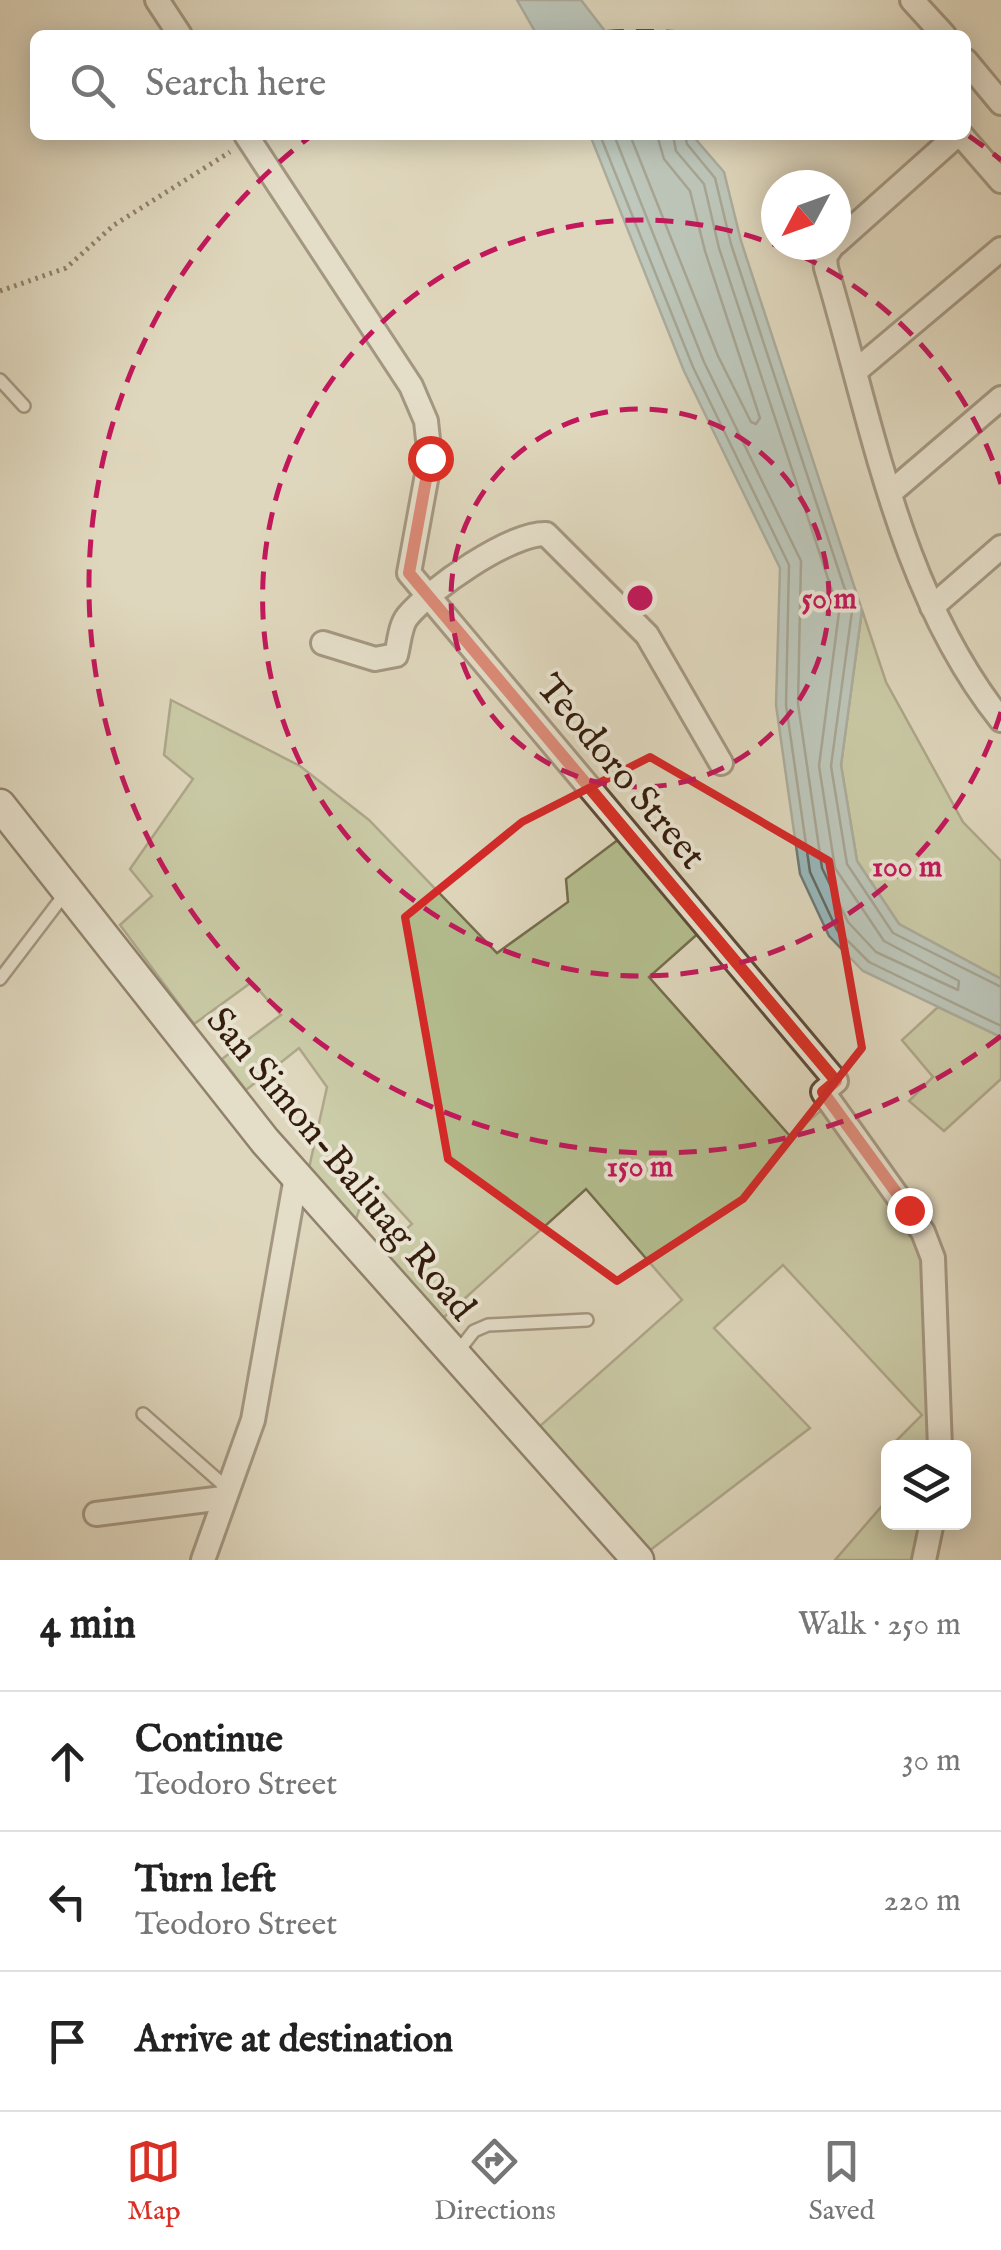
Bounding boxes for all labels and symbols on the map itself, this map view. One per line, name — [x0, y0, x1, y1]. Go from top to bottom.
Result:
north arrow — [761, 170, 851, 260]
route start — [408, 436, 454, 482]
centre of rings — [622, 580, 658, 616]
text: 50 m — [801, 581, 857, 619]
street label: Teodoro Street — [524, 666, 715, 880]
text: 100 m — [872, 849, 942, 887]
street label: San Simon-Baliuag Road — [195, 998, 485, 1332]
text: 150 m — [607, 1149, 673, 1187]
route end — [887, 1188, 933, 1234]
·····
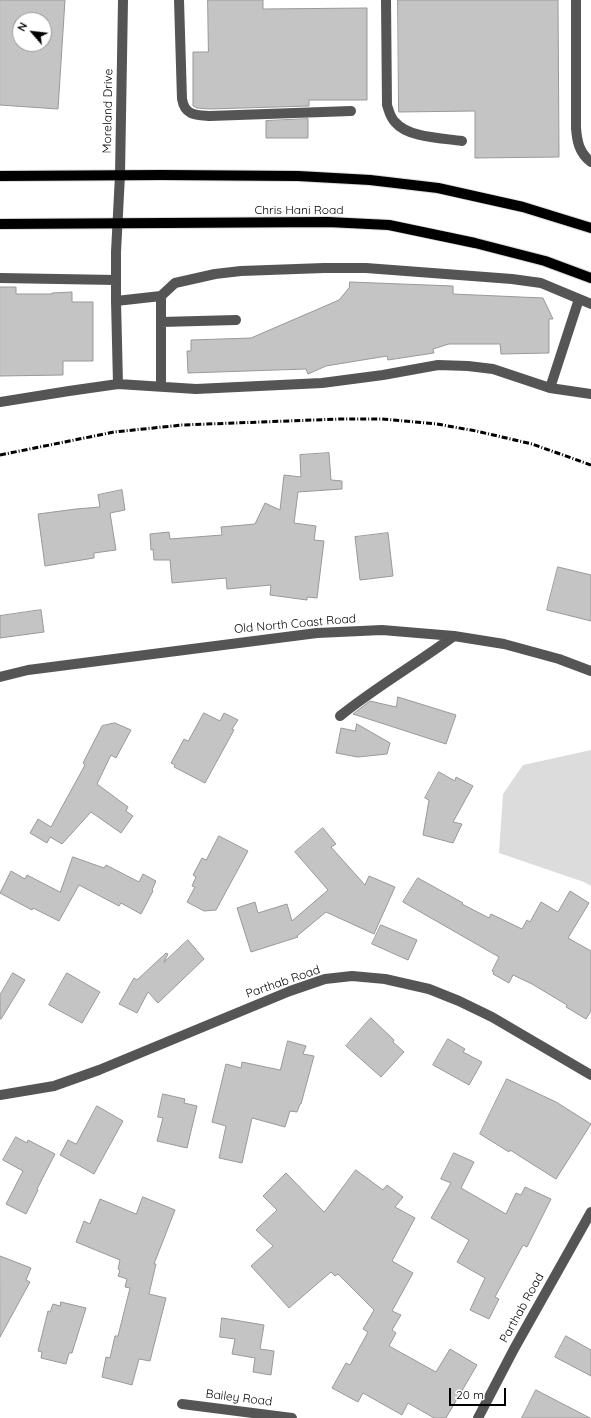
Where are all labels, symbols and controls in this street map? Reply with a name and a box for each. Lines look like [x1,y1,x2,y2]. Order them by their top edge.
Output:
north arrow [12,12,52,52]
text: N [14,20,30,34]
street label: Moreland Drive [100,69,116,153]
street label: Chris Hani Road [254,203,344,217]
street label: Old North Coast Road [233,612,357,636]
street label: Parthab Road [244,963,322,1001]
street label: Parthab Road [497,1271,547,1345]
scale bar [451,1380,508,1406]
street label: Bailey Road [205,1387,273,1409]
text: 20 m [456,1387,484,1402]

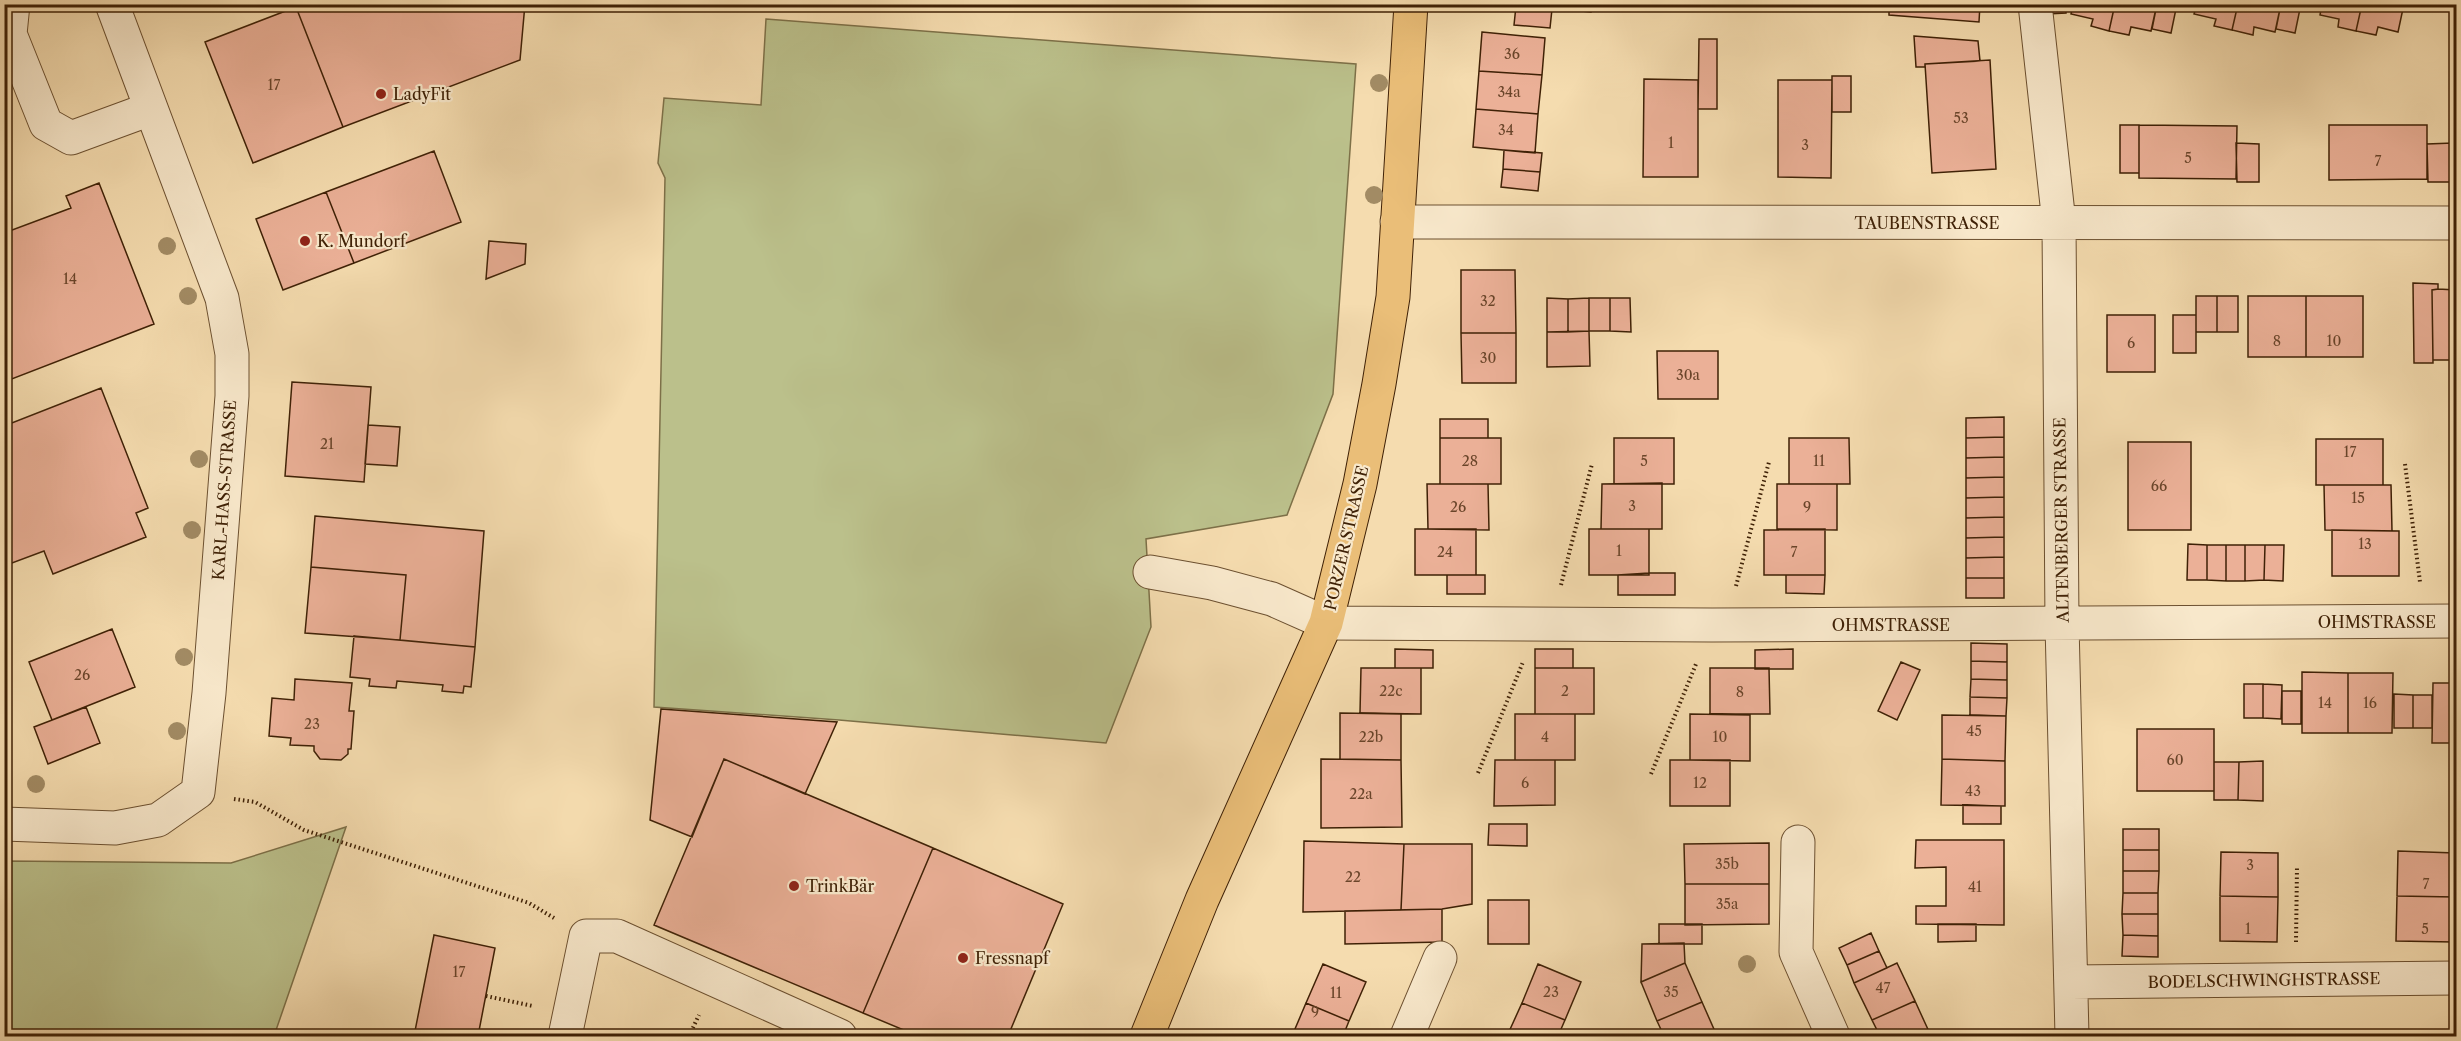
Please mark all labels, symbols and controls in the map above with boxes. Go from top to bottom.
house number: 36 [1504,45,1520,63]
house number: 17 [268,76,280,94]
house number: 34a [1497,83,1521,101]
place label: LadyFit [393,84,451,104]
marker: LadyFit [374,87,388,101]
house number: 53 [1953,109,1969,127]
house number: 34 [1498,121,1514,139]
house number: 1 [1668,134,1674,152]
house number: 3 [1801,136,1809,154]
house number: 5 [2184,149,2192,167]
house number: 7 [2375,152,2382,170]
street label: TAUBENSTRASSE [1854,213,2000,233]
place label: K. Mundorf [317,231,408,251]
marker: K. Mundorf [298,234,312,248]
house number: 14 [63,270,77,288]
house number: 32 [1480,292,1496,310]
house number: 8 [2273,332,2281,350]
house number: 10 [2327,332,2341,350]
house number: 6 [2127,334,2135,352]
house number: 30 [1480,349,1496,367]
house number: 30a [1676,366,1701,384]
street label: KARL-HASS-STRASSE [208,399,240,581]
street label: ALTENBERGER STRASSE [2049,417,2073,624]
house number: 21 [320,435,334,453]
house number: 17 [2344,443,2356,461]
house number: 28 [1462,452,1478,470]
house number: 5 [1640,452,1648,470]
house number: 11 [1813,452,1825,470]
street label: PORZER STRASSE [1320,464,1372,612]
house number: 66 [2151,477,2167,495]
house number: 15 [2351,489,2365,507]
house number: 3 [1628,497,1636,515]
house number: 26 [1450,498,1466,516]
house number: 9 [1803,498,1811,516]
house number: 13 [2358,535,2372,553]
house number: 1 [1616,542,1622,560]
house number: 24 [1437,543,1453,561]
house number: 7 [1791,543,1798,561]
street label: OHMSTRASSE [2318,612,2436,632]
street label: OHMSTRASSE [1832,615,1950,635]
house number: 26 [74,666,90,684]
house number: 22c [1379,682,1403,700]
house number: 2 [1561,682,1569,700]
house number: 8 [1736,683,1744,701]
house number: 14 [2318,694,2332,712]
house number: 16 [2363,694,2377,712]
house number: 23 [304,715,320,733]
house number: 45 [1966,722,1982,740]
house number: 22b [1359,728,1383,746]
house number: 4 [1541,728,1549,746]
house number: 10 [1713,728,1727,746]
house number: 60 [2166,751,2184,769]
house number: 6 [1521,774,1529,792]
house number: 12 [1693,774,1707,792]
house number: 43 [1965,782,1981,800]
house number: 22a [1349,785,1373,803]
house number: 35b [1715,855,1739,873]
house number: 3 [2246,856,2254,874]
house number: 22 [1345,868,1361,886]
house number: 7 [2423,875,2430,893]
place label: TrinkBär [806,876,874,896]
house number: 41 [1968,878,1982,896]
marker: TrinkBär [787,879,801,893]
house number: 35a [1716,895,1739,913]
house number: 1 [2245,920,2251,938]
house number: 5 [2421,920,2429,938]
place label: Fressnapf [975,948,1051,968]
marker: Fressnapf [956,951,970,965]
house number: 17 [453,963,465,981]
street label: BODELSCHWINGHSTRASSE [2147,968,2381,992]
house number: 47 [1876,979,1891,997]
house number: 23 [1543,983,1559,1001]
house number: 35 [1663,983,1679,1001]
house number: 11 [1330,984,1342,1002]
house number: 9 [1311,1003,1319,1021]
·····
◆ Task instructions ◆
Show the lines of the records above that mention "name".

◆ Answer below ◆
Bounding boxes for all labels and symbols on the map itself, this map view. One per line, name — [x0, y0, x1, y1]. Go from top to bottom.
Where are all labels, symbols and controls in this street map? Reply with a name and a box for each. Lines look like [x1,y1,x2,y2]. Order them by their top edge.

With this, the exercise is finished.